Em uma dessas conversas, Gilmar Mendes chegou a lembrar que o caminho
está aberto para uma denúncia no Tribunal Penal Internacional, em Haia. O
ministro Gilmar Mendes preocupa-se com a imagem do Brasil na Europa,
onde se encontra no momento. “Brasil se tornou tóxico”, lamenta. Sua crítica ecoou um sentimento que existe nas Forças Armadas, de que
militares da ativa não deveriam ocupar postos civis, e por isso o
General Luiz Eduardo Ramos, ministro-chefe da Secretaria de Governo,
anunciou que foi para a reserva este mês.
A crítica do ministro tem o mesmo sentido das que advertiam os militares
palacianos de que não deveriam avalizar as manifestações
antidemocráticas que pediam o fechamento do Congresso e do Supremo.
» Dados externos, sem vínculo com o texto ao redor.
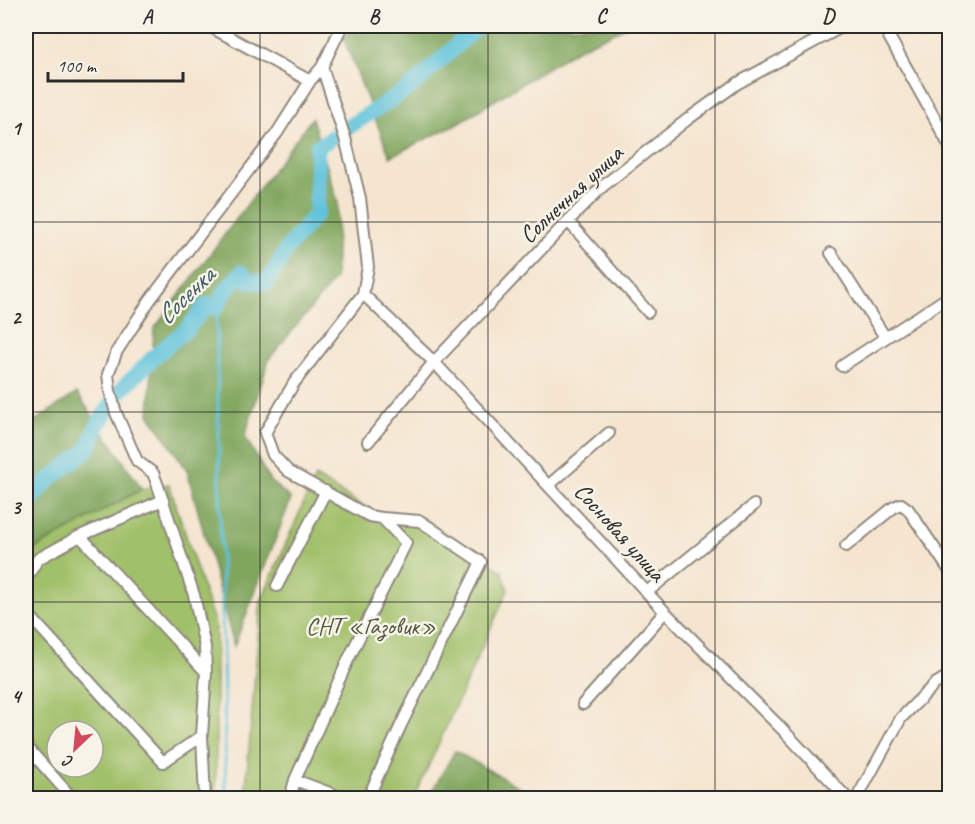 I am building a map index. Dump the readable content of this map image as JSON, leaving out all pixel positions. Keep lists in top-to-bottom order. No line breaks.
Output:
{"streets":{"lane":["Солнечная улица","Сосновая улица"]},"crossings":[["Солнечная улица","Сосновая улица"]],"water":["Сосенка"],"parks":["СНТ «Газовик»"],"scale_bar":"100 m","north":"bottom left","grid":{"columns":["A","B","C","D"],"rows":["1","2","3","4"]}}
Sobrevoar as manifestações de helicóptero junto ao presidente Bolsonaro,
como fez o ministro da Defesa Fernando Azevedo e Silva, passa a ideia
errônea de que estava ali apoiando uma manifestação política, o que não
poderia fazer. Na live em que fez essa crítica que levou as Forças Armadas a uma
representação junto à Procuradoria-Geral da República, o ministro Gilmar
Mendes ouviu o ex-ministro Luiz Henrique Mandetta fazer duras acusações
ao desmonte do ministério da Saúde, citando que já estão alocados lá
mais de 20 militares, que substituíram os quadros técnicos que estavam à
frente das ações contra a pandemia.
Os ministros militares e o da Defesa tiveram a anuência do presidente
Bolsonaro para fazer a representação contra o ministro do STF, e esta
crise representa mais um passo na confrontação do governo Bolsonaro com o
Judiciário. O decano do Supremo, ministro Celso de Mello, já provocara a irritação
dos militares, e do próprio Bolsonaro, ao comparar o período que vivemos
no governo Bolsonaro, sem citá-lo diretamente, àquele em que Hitler
destruiu a ordem democrática da Constituição de Weimar.
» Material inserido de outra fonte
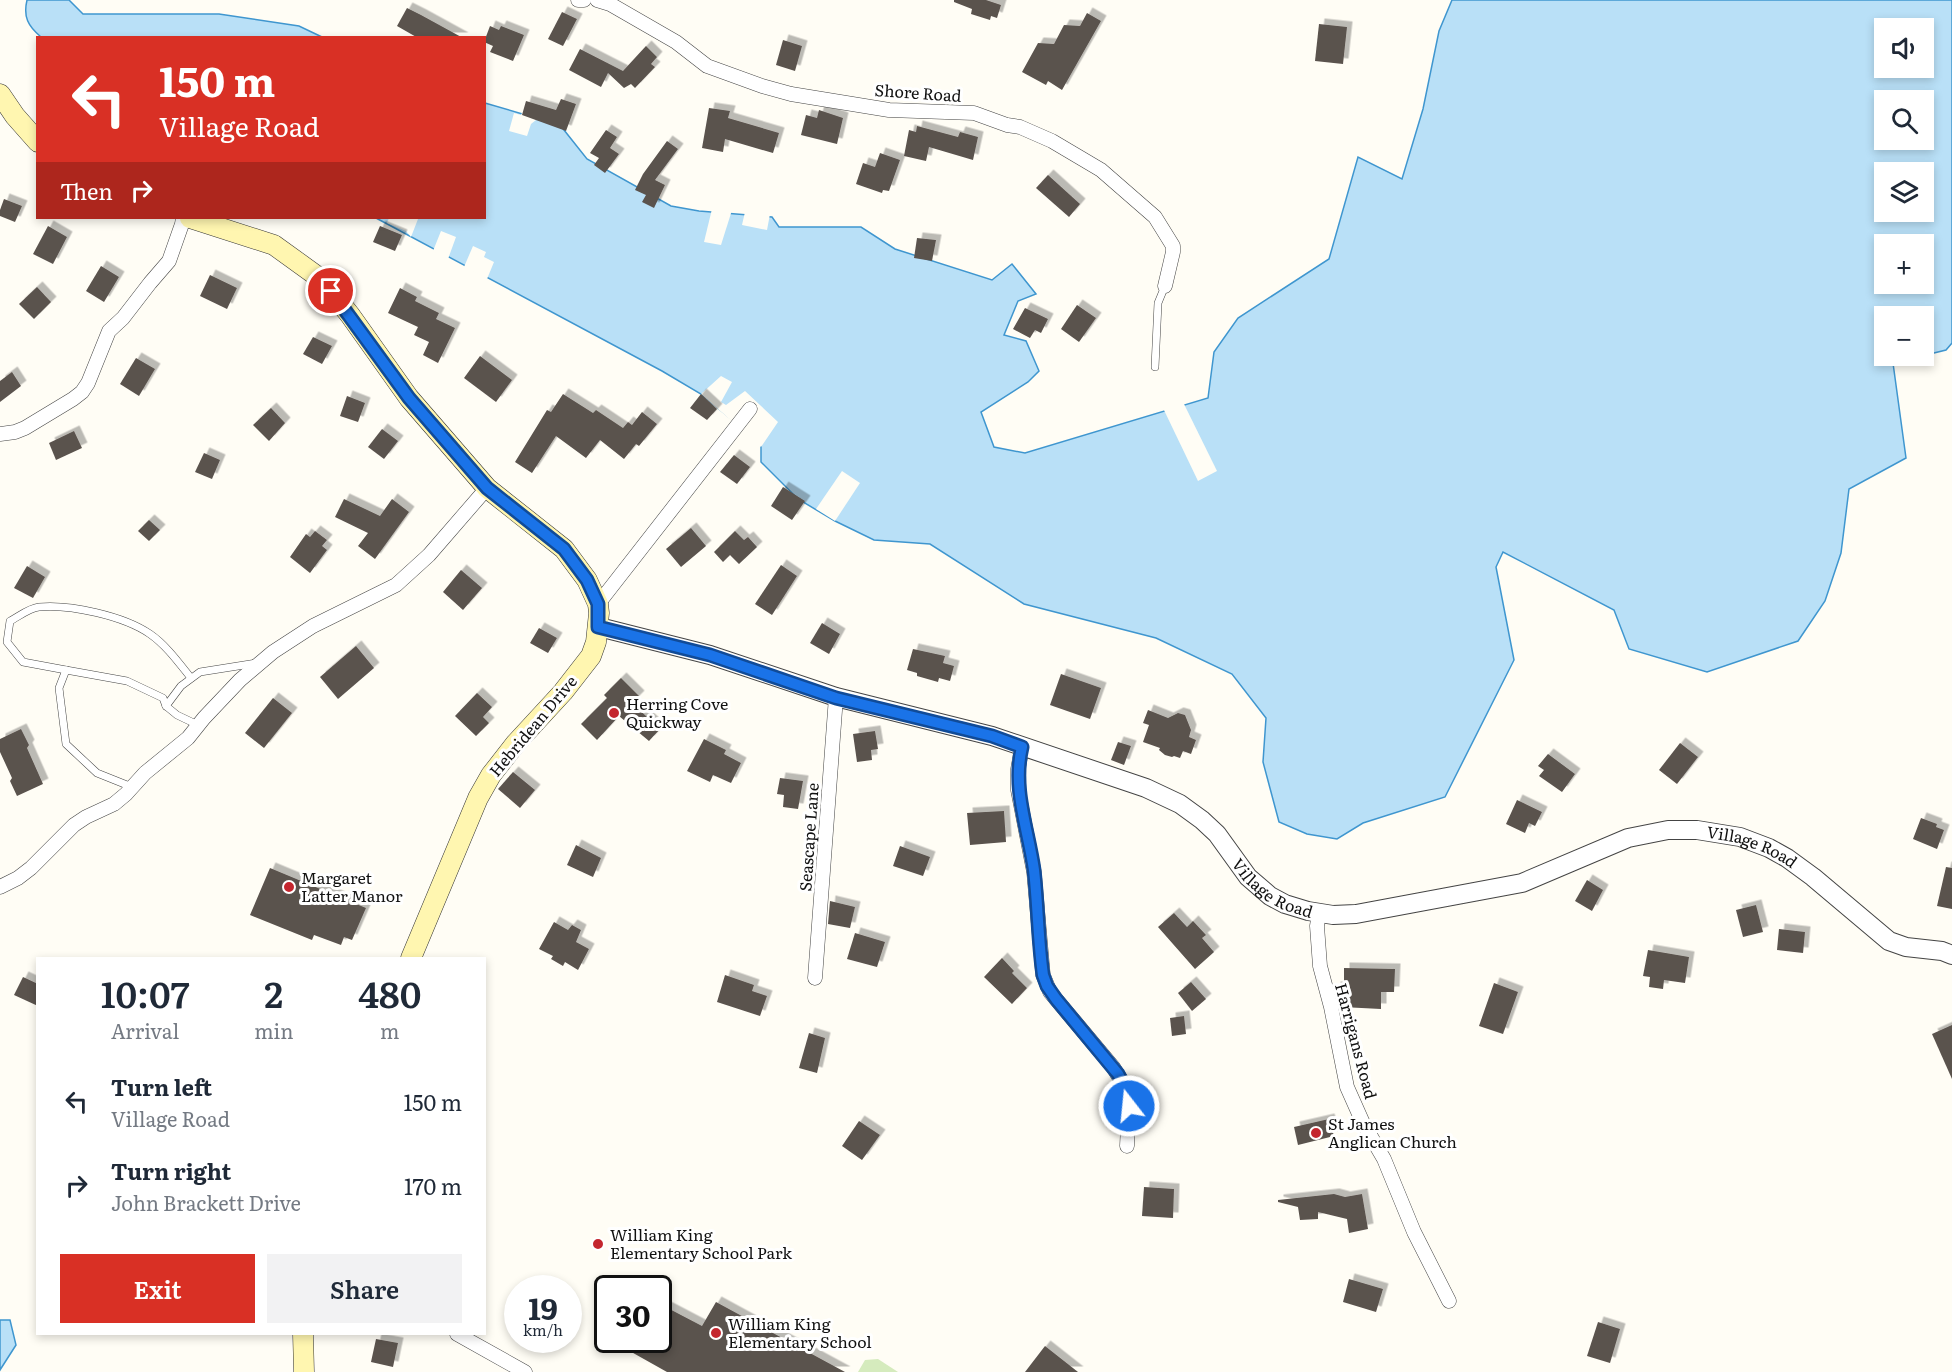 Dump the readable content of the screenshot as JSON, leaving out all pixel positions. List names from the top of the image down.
{
  "streets": {
    "main road": ["Hebridean Drive"],
    "street": [
      "Shore Road",
      "Seascape Lane",
      "Village Road",
      "Harrigans Road"
    ]
  },
  "crossings": [
    ["Hebridean Drive", "Village Road"],
    ["Seascape Lane", "Village Road"],
    ["Village Road", "Harrigans Road"]
  ],
  "places": [
    "Herring Cove Quickway",
    "Margaret Latter Manor",
    "St James Anglican Church",
    "William King Elementary School Park",
    "William King Elementary School"
  ],
  "page": {
    "map_buttons": ["+", "−"],
    "turn": ["150 m", "Village Road"],
    "then": "Then",
    "eta": [
      "10:07",
      "Arrival",
      "2",
      "min",
      "480",
      "m"
    ],
    "list": [
      {
        "name": "Turn left",
        "note": "Village Road",
        "value": "150 m"
      },
      {
        "name": "Turn right",
        "note": "John Brackett Drive",
        "value": "170 m"
      }
    ],
    "buttons": ["Exit", "Share"],
    "speed": "19 km/h",
    "limit": "30"
  }
}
Esse confronto teve seu ponto alto quando o STF decidiu que governadores
e prefeitos têm autonomia para definir suas políticas contra a
Covid-19. Com isso, o presidente Bolsonaro perdeu a capacidade de impor
suas ideias de como combater a pandemia, especialmente o uso da
cloroquina e seus derivados, e a abertura mais rápida da economia. A presença de um general da ativa à frente do ministério da Saúde seria,
na percepção de Gilmar Mendes, uma maneira de Bolsonaro usar as Forças
Armadas como um escudo para suas decisões que se tornaram exemplares de
como não agir no momento da maior crise de saúde pública que já tivemos. [o que mais desagrada aos ministros do Supremo, governadores e prefeitos é que no futuro sejam movidas ações contra a decisão do Supremo, destacada no inicio do parágrafo, e prevaleça o entendimento do que é fato = a isenta interpretação do articulista sobre o sentido do que o STF decidiu.
Aliás, o último parágrafo do POST é uma magnifica peça para defesa do presidente Bolsonaro caso seja questionada na Justiça - até em Haia.]